===== DATA IN THIS EXERCISE =====

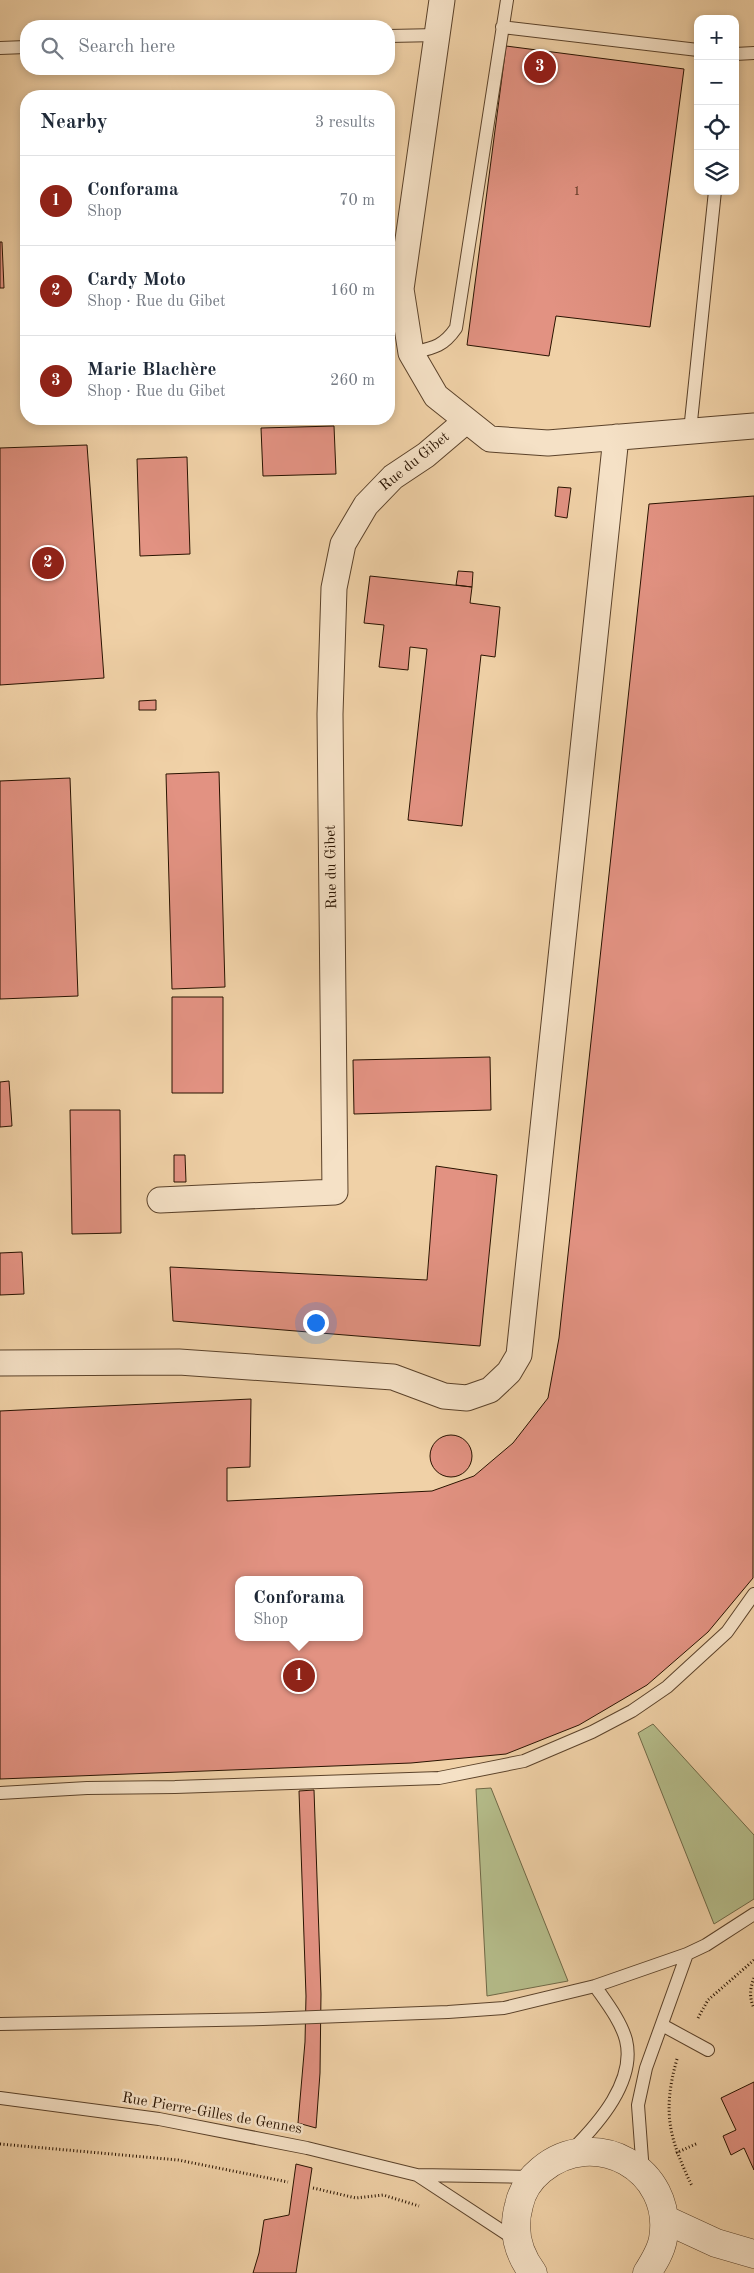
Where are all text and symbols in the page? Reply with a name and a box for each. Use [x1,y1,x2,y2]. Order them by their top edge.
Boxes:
map controls [694,15,739,195]
button: + [694,15,739,60]
search box [20,20,395,75]
icon: search [38,34,66,62]
text: Search here [78,38,175,57]
pin: 3 [524,48,556,86]
button: − [694,60,739,105]
button: locate [694,105,739,150]
text: Nearby [40,112,108,133]
text: 3 results [315,115,375,131]
button: layers [694,150,739,195]
text: Conforama [87,181,179,200]
house number: 1 [574,186,580,198]
text: 1 [51,193,61,209]
text: 70 m [339,193,375,209]
text: Shop [87,204,122,220]
text: Cardy Moto [87,271,186,290]
text: 2 [51,283,61,299]
text: 160 m [330,283,375,299]
text: Shop · Rue du Gibet [87,294,226,310]
text: Marie Blachère [87,361,216,380]
text: 3 [51,373,61,389]
text: 260 m [330,373,375,389]
text: Shop · Rue du Gibet [87,384,226,400]
street label: Rue du Gibet [377,430,453,494]
pin: 2 [32,544,64,582]
street label: Rue du Gibet [324,825,340,909]
your location [303,1310,329,1336]
popup [235,1576,363,1641]
text: Conforama [253,1589,345,1608]
text: Shop [253,1612,288,1628]
pin: 1 [283,1657,315,1695]
street label: Rue Pierre-Gilles de Gennes [121,2091,303,2137]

=====

▸ **TASK TO COMPLETE**
Scan the data above for the string "label". Copy every line in which it appears.

▸ **RESULT**
street label: Rue du Gibet [377,430,453,494]
street label: Rue du Gibet [324,825,340,909]
street label: Rue Pierre-Gilles de Gennes [121,2091,303,2137]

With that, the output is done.